You tend to overstate my claims. I didn't say all facilities can be shared for all chemicals. I simply observed it is possible in many cases to use the same facilities for different purposes. People in labs do it all the time. Of course on Earth, it is much more efficient to have large dedicated industrial plants dealing with one process - whether sulphuric acid manufacuture or chlorine manufacture. But on Mars, in a small colony, it is much more efficient to develop a multi-purpose approach rather than build a dedicated plant to produce a few kgs per sol of product A and then another dedicated plant B to produce a few kgs per sol of something else.
louis wrote:I think we would design in small scale multi-purpose facilities so that the same hab space could be used to produce a range of chemicals and also manufacture a range of final goods.
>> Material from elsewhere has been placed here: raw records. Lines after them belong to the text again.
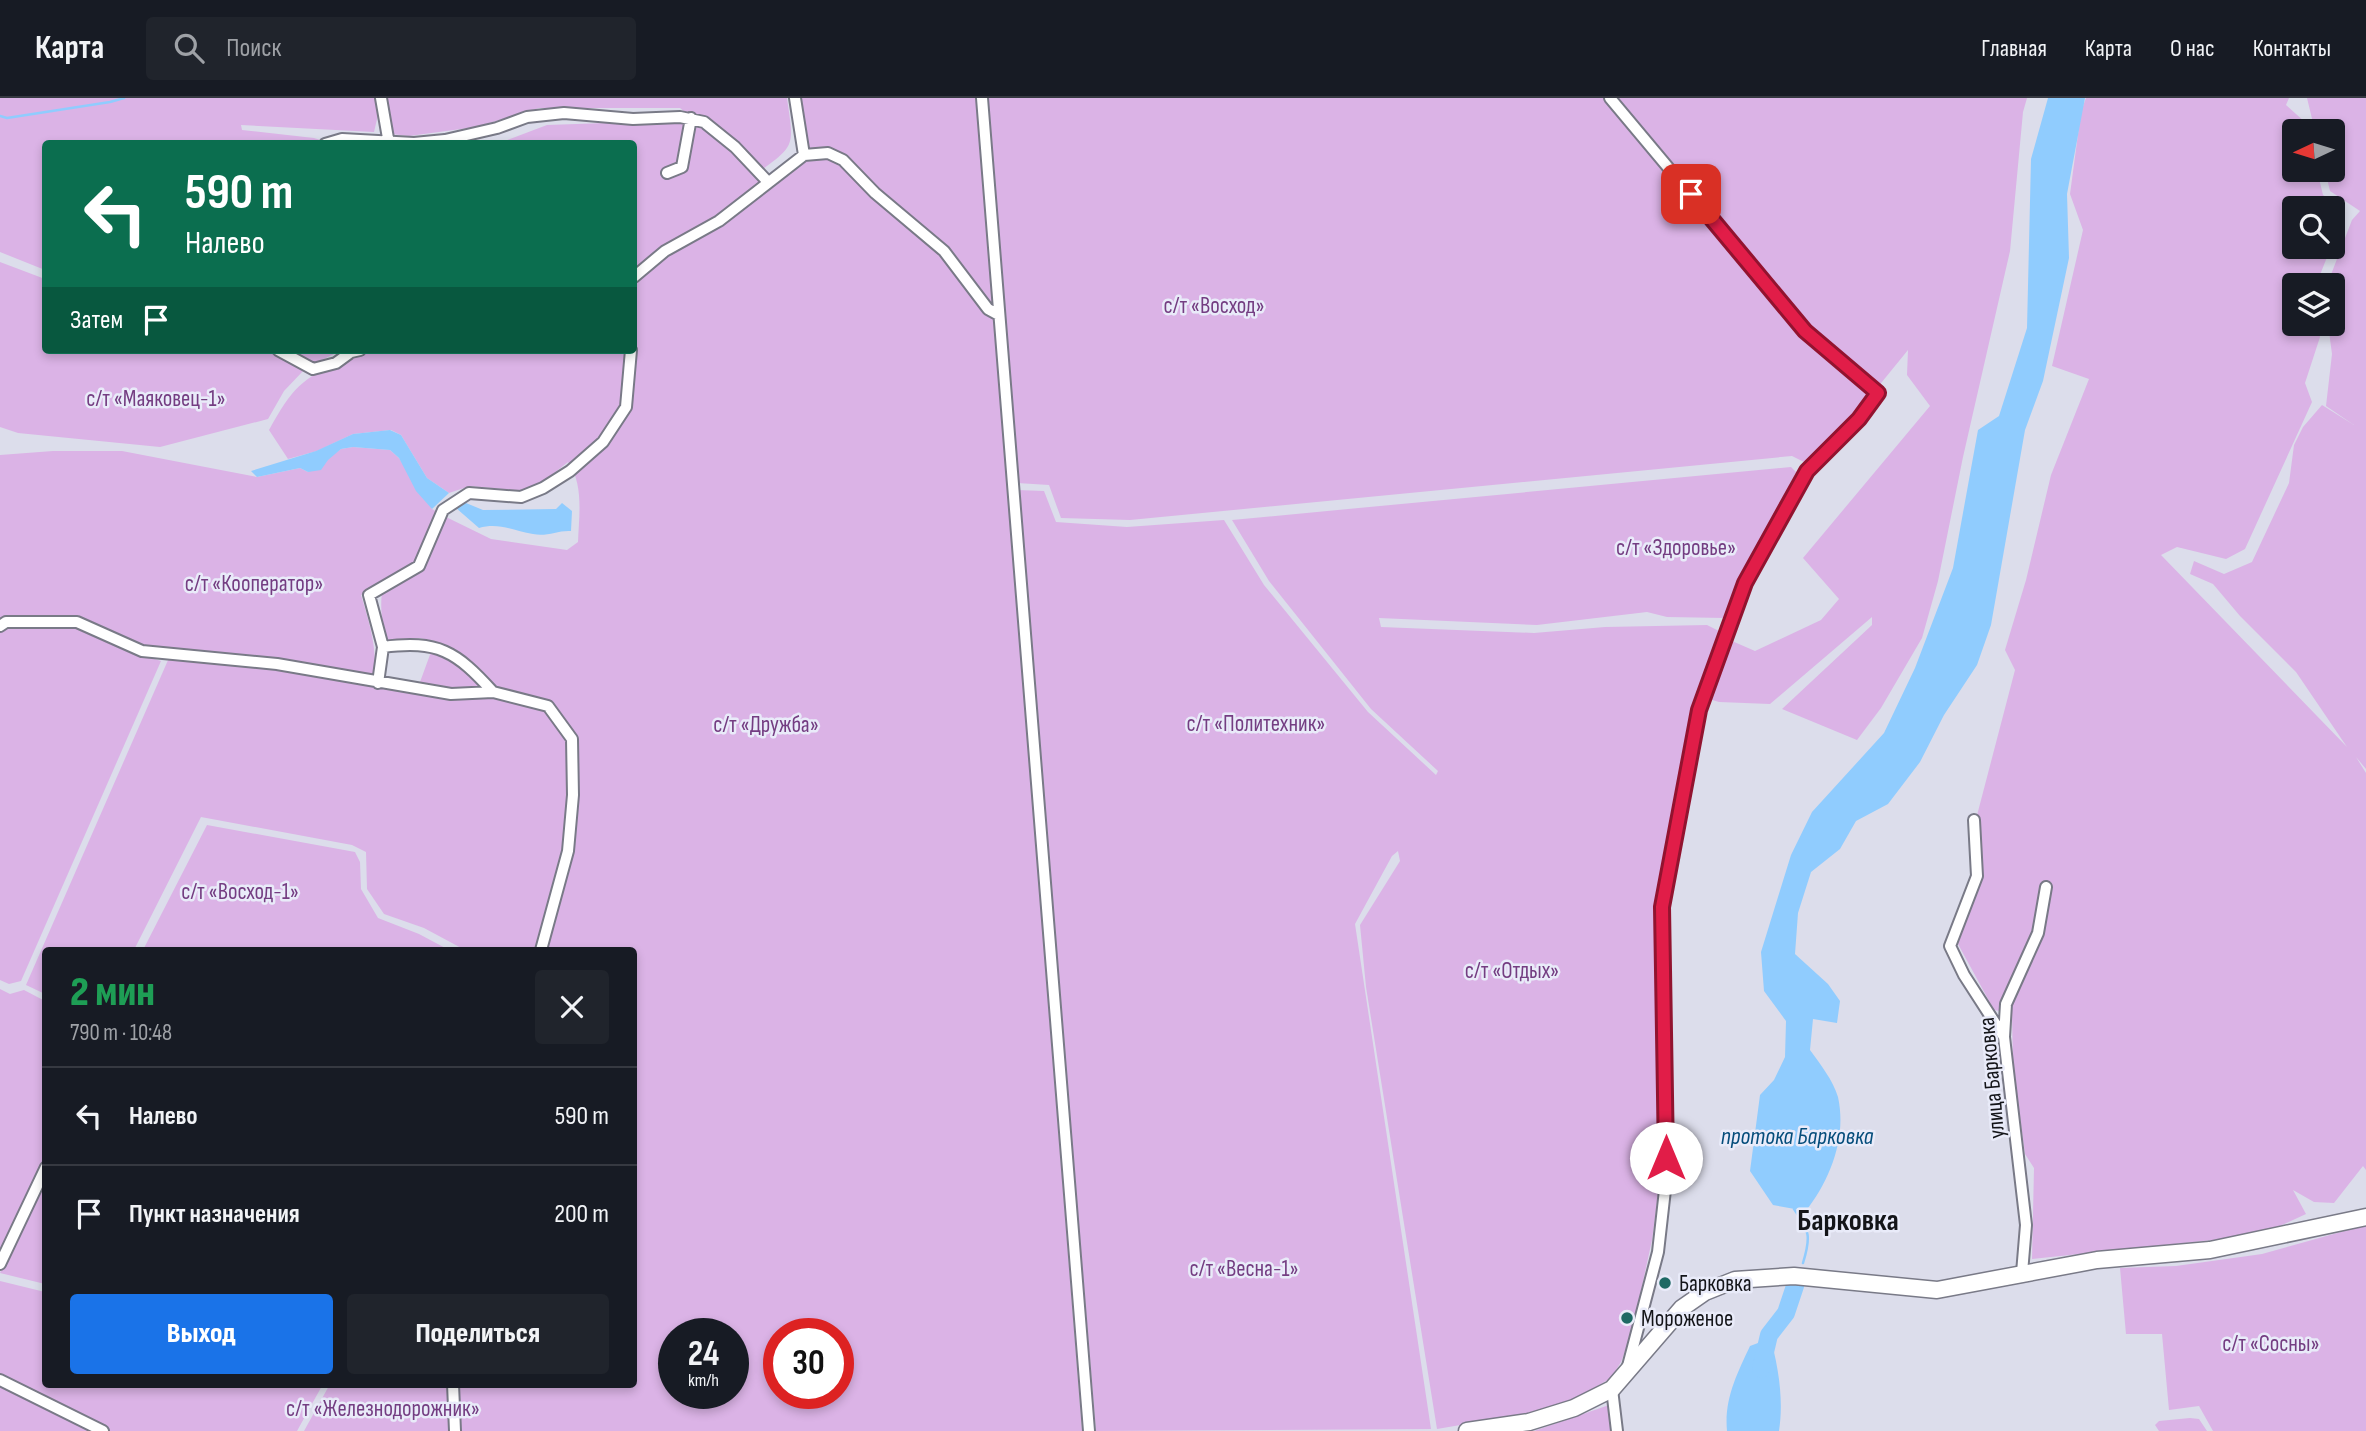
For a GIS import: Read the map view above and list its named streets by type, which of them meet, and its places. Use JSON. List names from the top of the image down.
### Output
{
  "streets": {
    "street": ["улица Барковка"]
  },
  "districts": ["Барковка"],
  "water": ["протока Барковка"],
  "parks": [
    "с/т «Восход»",
    "с/т «Маяковец-1»",
    "с/т «Здоровье»",
    "с/т «Кооператор»",
    "с/т «Политехник»",
    "с/т «Дружба»",
    "с/т «Восход-1»",
    "с/т «Отдых»",
    "с/т «Весна-1»",
    "с/т «Сосны»",
    "с/т «Железнодорожник»"
  ],
  "places": ["Барковка", "Мороженое"],
  "north": "left",
  "page": {
    "header": "Карта",
    "search": "Поиск",
    "nav": [
      "Главная",
      "Карта",
      "О нас",
      "Контакты"
    ],
    "turn": ["590 m", "Налево"],
    "then": "Затем",
    "heading": ["2 мин", "790 m · 10:48"],
    "list": [
      {
        "name": "Налево",
        "value": "590 m"
      },
      {
        "name": "Пункт назначения",
        "value": "200 m"
      }
    ],
    "buttons": ["Выход", "Поделиться"],
    "speed": "24 km/h",
    "limit": "30"
  }
}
Louis-your total lack of knowledge is showing here. Not all processes can be carried out in some basic simple reactions system, especially one involving containment of the by-products of reaction, as well as the product itself. The chemical industry is very specific in cross usage of equipment, especially if pharmaceuticals are at all involved--even feed stock for pharmaceutical products.
Louis wrote:I really don't see any need to seek Earth investment to build a Mars sulphuric acid plant. As long as we have the equipment to manipulate steel, glass, ceramics and plastics, we can build sulphuric acid manufacturing facilities. We might import computer control equipment, thermocouples and the like, as they can probably be produced on Earth much more easily. The sulphuric acid doesn't need to be "sold" to anyone - it can just be used. I think moving away from a command economy to a proper functioning market economy with currency pricing of goods would take several decades at least and would require the establishment of a range of market participants including individuals, private and public companies, public corporations and co-operatives. A fully functioning market economy won't spring up of its own accord...or rather it would have a very limited focus if you allowed it to.
I really think you should re evaluate what you have written here. Your views on economics are totalitarian and would be more at home in the former Soviet Union than on Mars!
Everything you are "wishing into existence" needs paid for--by someone or by some means. The comment that "sulphuric acid doesn't need to be 'sold' to anyone--it can just be used." comment really blew my mind.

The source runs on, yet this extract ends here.